Pecci: Yeah, man, fucking Sam Raimi is the man.
NFS: Can you tell us a bit about your post-production workflow? What did you use for editing and color, and why?
Pecci: Yeah, so I cut all my stuff on my trusty Puget System edit machine. I love my Puget System machine, if you don’t have one yet, you should totally check them out. All my editor buddies are jealous of my 6k real-time beast! And then I am generally cutting in Adobe Creative Suite. So I've been cutting in Premier for years, and I still think it's more comfortable than anything else at this point. However I am color grading in DaVinci Resolve, and I will say that I brought the stuff in there and found myself doing more than just color grading because their compositing is just insane right now.
I had to do a bunch of touch-ups with the snow and I even had to add snow into some interior elements and I just sort of fell down this hole of tracking masks. I was quite impressed with how quickly I could track masks and with just the polishing and the color grading abilities in general. Honestly, man, it's like fucking Skynet tracking stuff in that program that is just mind-blowing.
Credit: Mike Pecci
NFS: Finally, if you could give any advice to any aspiring horror filmmakers looking to make their own short or feature project, what would it be?

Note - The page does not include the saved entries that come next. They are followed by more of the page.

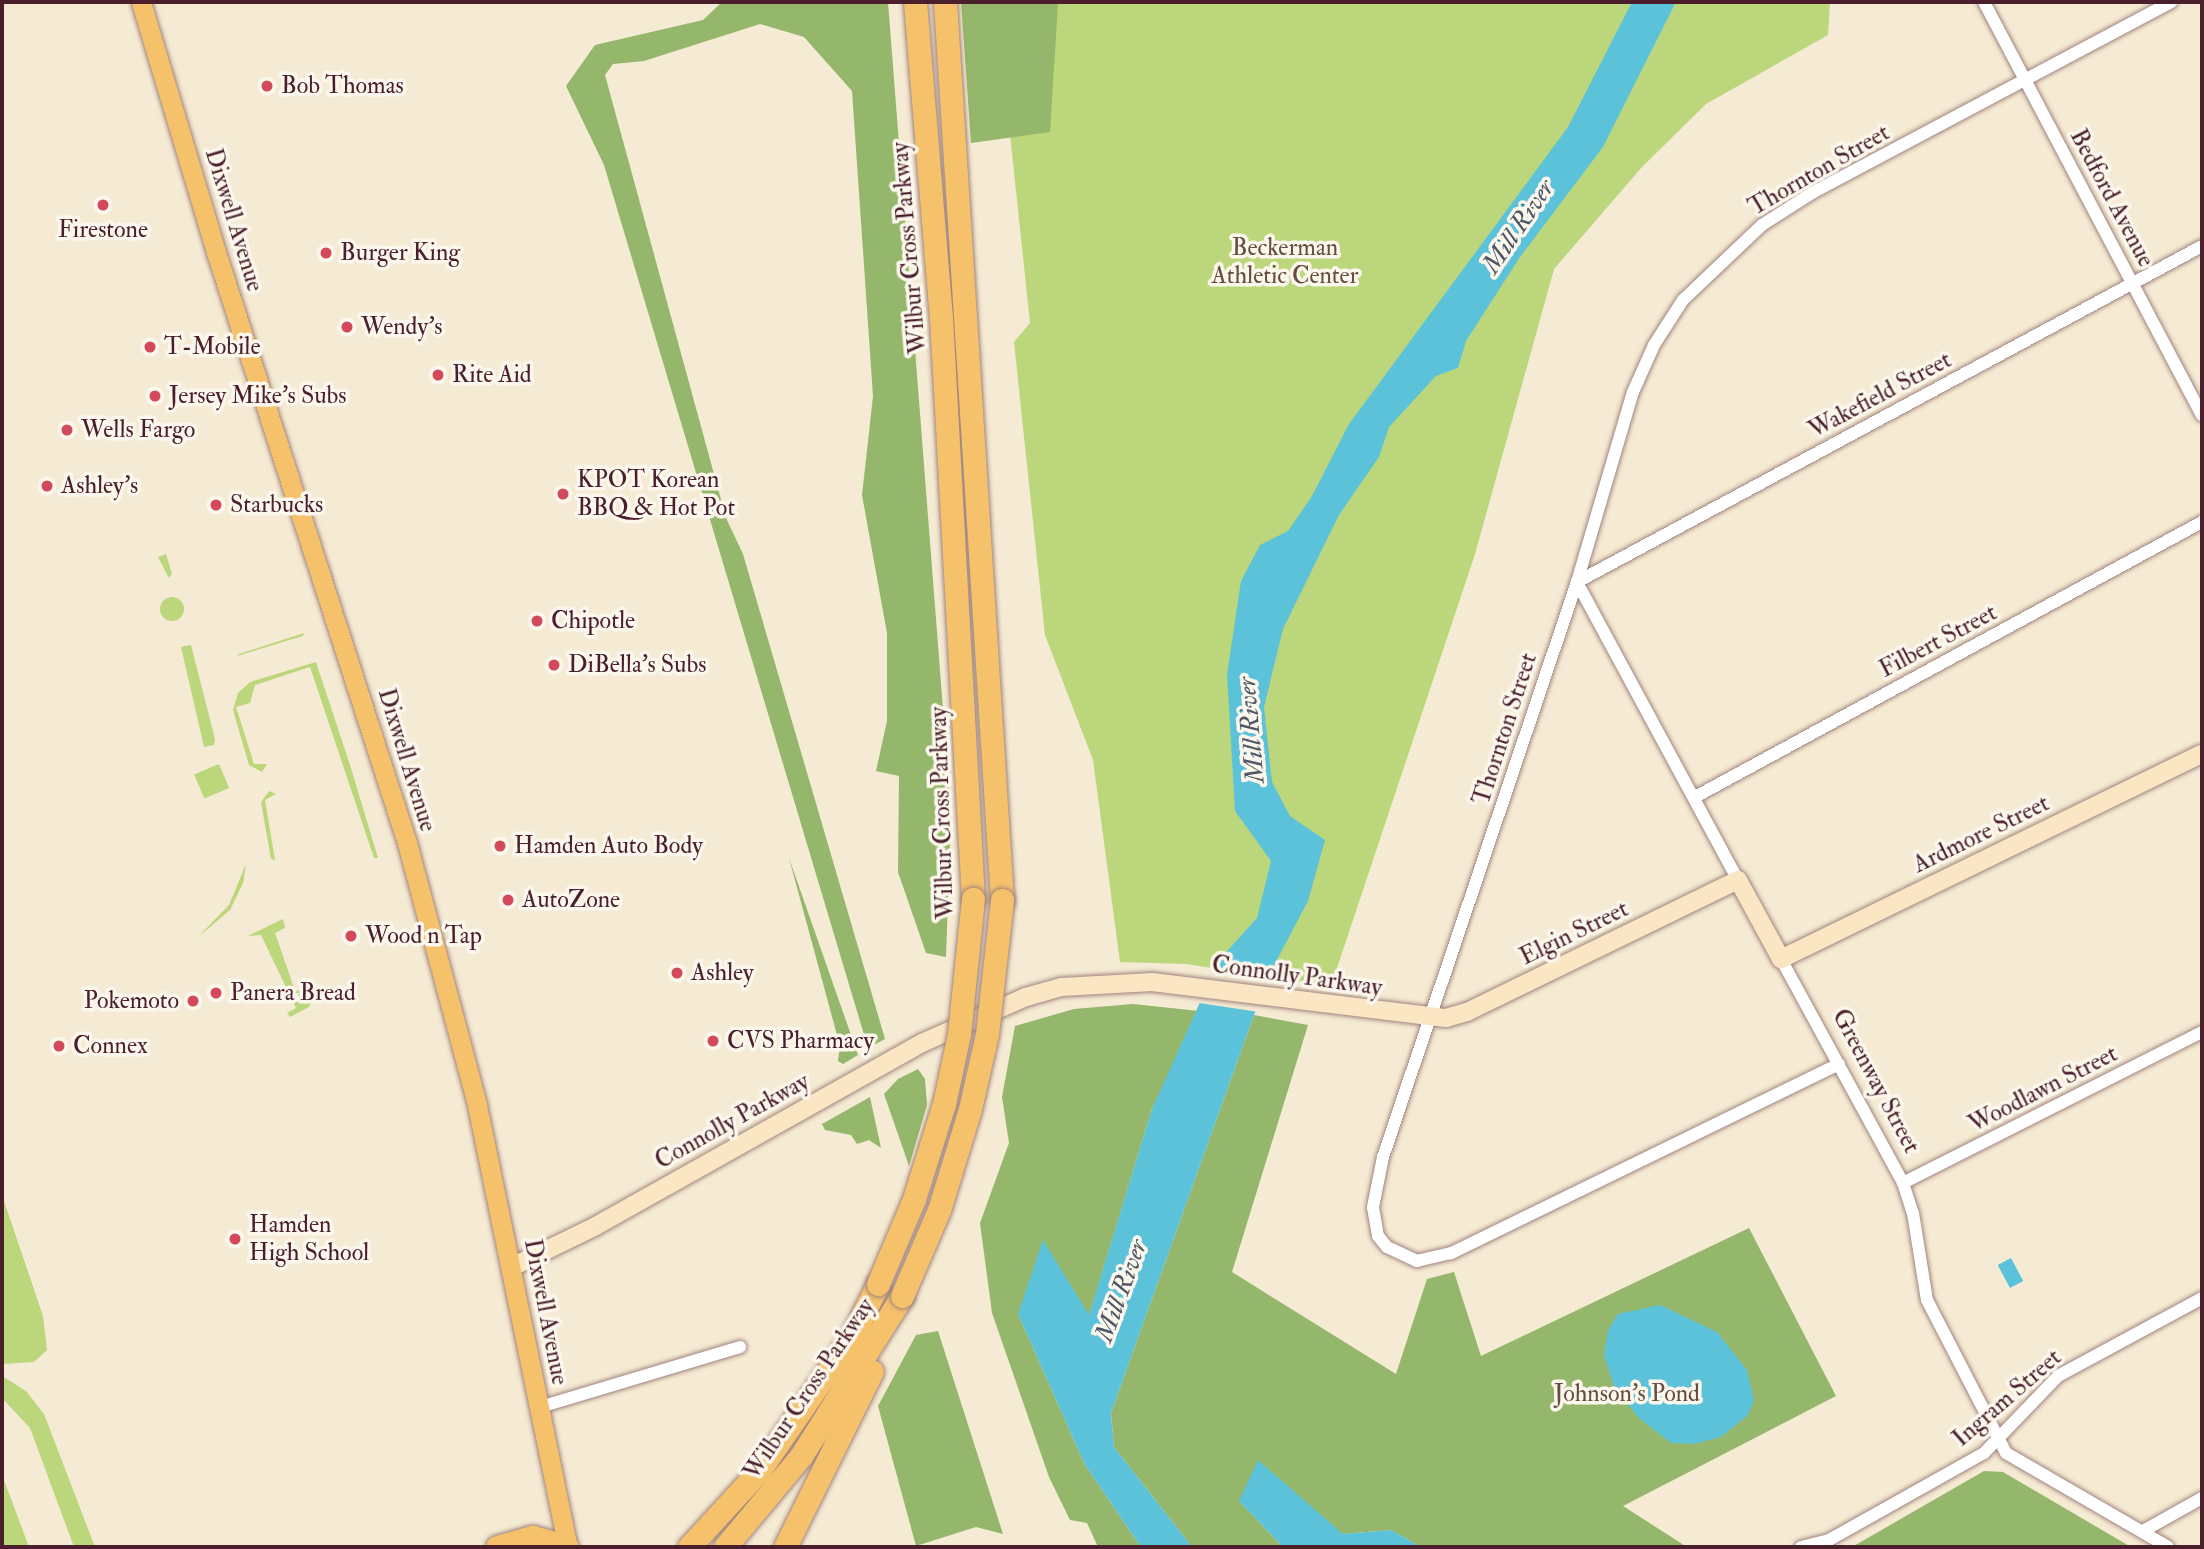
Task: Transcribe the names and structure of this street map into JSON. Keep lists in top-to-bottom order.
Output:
{
  "streets": {
    "highway": ["Wilbur Cross Parkway"],
    "main road": [
      "Dixwell Avenue",
      "Ardmore Street",
      "Elgin Street",
      "Connolly Parkway",
      "Greenway Street"
    ],
    "street": [
      "Thornton Street",
      "Bedford Avenue",
      "Wakefield Street",
      "Filbert Street",
      "Woodlawn Street",
      "Ingram Street"
    ]
  },
  "crossings": [
    ["Thornton Street", "Bedford Avenue"],
    ["Thornton Street", "Wakefield Street"],
    ["Thornton Street", "Elgin Street"],
    ["Thornton Street", "Connolly Parkway"],
    ["Thornton Street", "Greenway Street"],
    ["Bedford Avenue", "Wakefield Street"],
    ["Dixwell Avenue", "Connolly Parkway"],
    ["Wakefield Street", "Greenway Street"],
    ["Filbert Street", "Greenway Street"],
    ["Ardmore Street", "Greenway Street"],
    ["Elgin Street", "Connolly Parkway"],
    ["Elgin Street", "Greenway Street"],
    ["Greenway Street", "Woodlawn Street"],
    ["Greenway Street", "Ingram Street"]
  ],
  "water": ["Mill River"],
  "parks": ["Beckerman Athletic Center", "Johnson's Pond"],
  "places": [
    "Bob Thomas",
    "Firestone",
    "Burger King",
    "Wendy's",
    "T-Mobile",
    "Rite Aid",
    "Jersey Mike's Subs",
    "Wells Fargo",
    "Ashley’s",
    "KPOT Korean BBQ & Hot Pot",
    "Starbucks",
    "Chipotle",
    "DiBella's Subs",
    "Hamden Auto Body",
    "AutoZone",
    "Wood n Tap",
    "Ashley",
    "Panera Bread",
    "Pokemoto",
    "CVS Pharmacy",
    "Connex",
    "Hamden High School"
  ]
}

Pecci: Well, it's interesting, right? I mean, besides directing, this is what I do on my podcast. So I have a show called In Love of the Process, and I started that show specifically as a filmmaker because I had a lot of other young filmmakers just constantly reaching out and writing to me every day and saying, how do you set up your business? And how are you dealing with clients? How are you staying motivated? And I found that there really weren't a lot of people in our business that were being really fucking honest about it and how difficult of a life choice it is to do this stuff. And as the show continued, I really sort of fell into my love of horror, cinematography, and music and I was bringing on other filmmakers and artists that share how they fucking make it on the show. And guess what? We all are the same.

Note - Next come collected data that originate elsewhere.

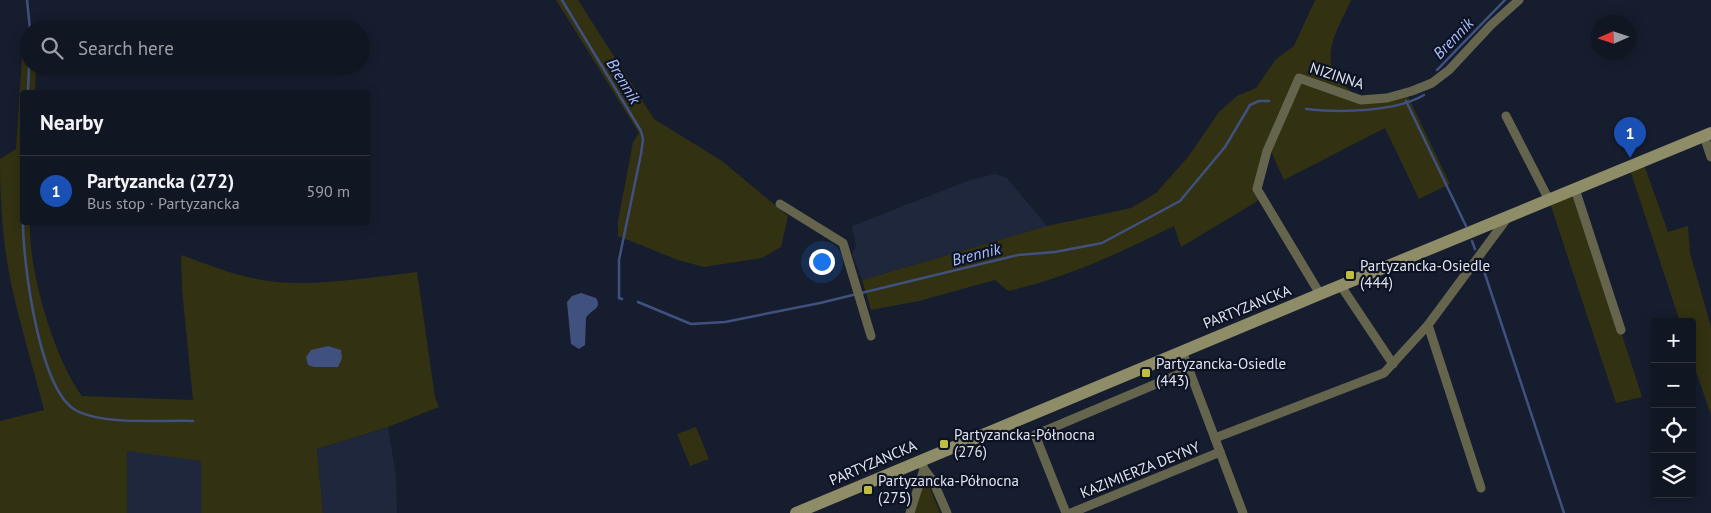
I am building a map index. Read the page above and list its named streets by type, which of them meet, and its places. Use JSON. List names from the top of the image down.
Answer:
{
  "streets": {
    "main road": ["PARTYZANCKA"],
    "street": ["NIZINNA", "KAZIMIERZA DEYNY"]
  },
  "crossings": [
    ["NIZINNA", "PARTYZANCKA"]
  ],
  "water": ["Brennik"],
  "places": {
    "transit": [
      "Partyzancka-Osiedle (444)",
      "Partyzancka-Osiedle (443)",
      "Partyzancka-Północna (276)",
      "Partyzancka-Północna (275)"
    ]
  },
  "north": "left",
  "page": {
    "search": "Search here",
    "heading": "Nearby",
    "pins": "1",
    "list": [
      {
        "mark": "1",
        "name": "Partyzancka (272)",
        "note": "Bus stop · Partyzancka",
        "value": "590 m"
      }
    ],
    "map_buttons": ["+", "−"]
  }
}
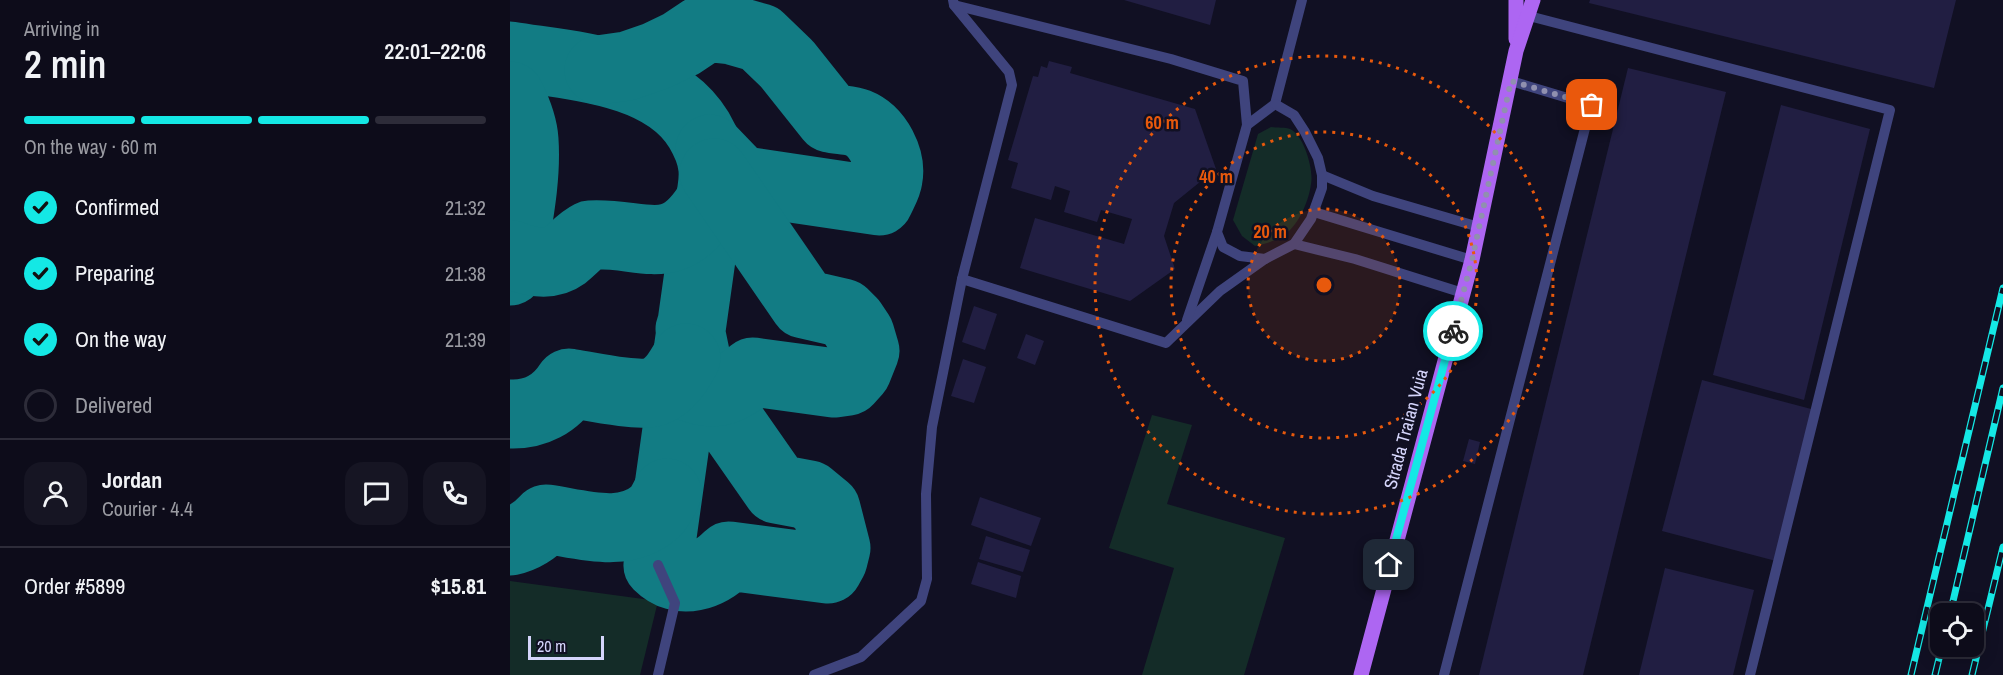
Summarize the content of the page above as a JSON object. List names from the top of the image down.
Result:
{
  "streets": {
    "main road": ["Strada Traian Vuia"]
  },
  "scale_bar": "20 m",
  "page": {
    "heading": ["2 min", "Arriving in", "22:01–22:06"],
    "panel": [
      "Jordan",
      "Courier · 4.4",
      "Order #5899",
      "$15.81"
    ],
    "bar": "On the way · 60 m",
    "list": [
      ["Confirmed", "21:32"],
      ["Preparing", "21:38"],
      ["On the way", "21:39"],
      "Delivered"
    ],
    "scale": "20 m"
  },
  "rings": ["60 m", "40 m", "20 m"]
}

There are lessons that I wish I learned much earlier because when I grew up, I grew up in the nineties, man. I grew up wanting to be a music video director like David Fincher or Spike Jonze, and thinking that if I did it the way they had done, I'd have a movie career. My first general meeting was in front of a movie studio executive and guess what, they couldn’t give a shit about my music videos, or the fact that I had been directing commercials for over 15 years. I bought into all the press and the promotional stuff that was used to build the legends around those filmmakers. Here is a reality check, directors are not geniuses, they don’t pop out of their mom with an opinion on the right lens for a closeup, and more often than not, they have no idea what they are doing. They are continuously trying to figure it out, and deal with their own imposter syndrome, just like the rest of us.

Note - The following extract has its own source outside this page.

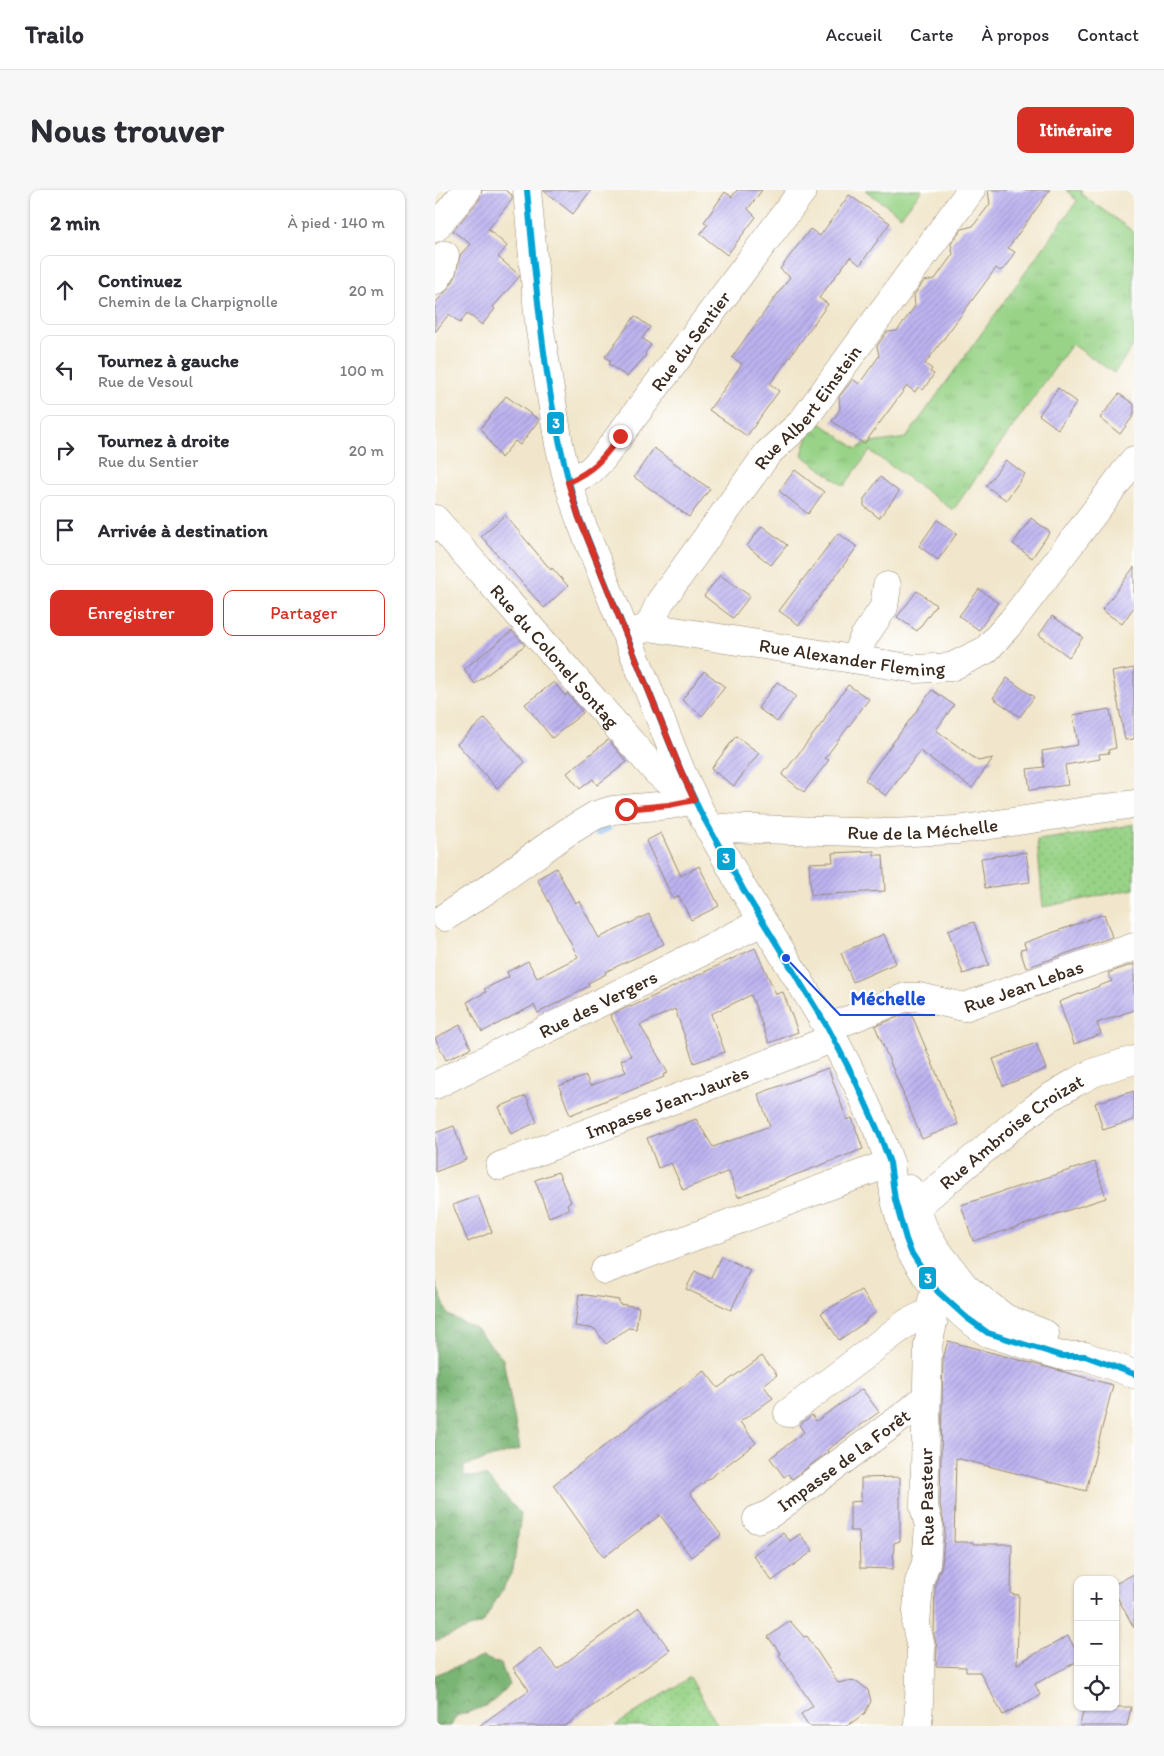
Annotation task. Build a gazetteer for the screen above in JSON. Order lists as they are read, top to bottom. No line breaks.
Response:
{"streets":{"street":["Rue du Sentier","Rue Albert Einstein","Rue Alexander Fleming","Rue du Colonel Sontag","Rue de la Méchelle","Rue Jean Lebas","Rue des Vergers","Impasse Jean-Jaurès","Rue Ambroise Croizat","Impasse de la Forêt","Rue Pasteur"]},"crossings":[["Rue Albert Einstein","Rue Alexander Fleming"],["Rue Jean Lebas","Impasse Jean-Jaurès"],["Impasse de la Forêt","Rue Pasteur"]],"places":["Méchelle"],"lines":["transit line 3"],"page":{"header":"Trailo","nav":["Accueil","Carte","À propos","Contact"],"buttons":["Itinéraire",["Enregistrer","Partager"]],"title":"Nous trouver","heading":["2 min","À pied · 140 m"],"list":[["Continuez","Chemin de la Charpignolle","20 m"],["Tournez à gauche","Rue de Vesoul","100 m"],["Tournez à droite","Rue du Sentier","20 m"],"Arrivée à destination"],"map_buttons":["+","−"]}}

When you’ve been doing this for a while, you sort of hit this point where you go, it's not easy to get into this business. It doesn't matter who you are. And the only chance you have is by making things on your own and doing things for yourself. Believe it or not, at some point, you could be standing in the room with David Fincher and if you're someone who's made a short film then you both will have something to talk about because the first day on every film set starts the same way. Your first shot always sucks, no matter the budget. And every director questions themself at that moment. And so regardless of whether or not we're talking about horror or filmmaking in general, what I say to folks is just make stuff. As soon as you call action and you have people there working with you is the first day that you can say that you're a filmmaker and you're a director, and you can be proud of that.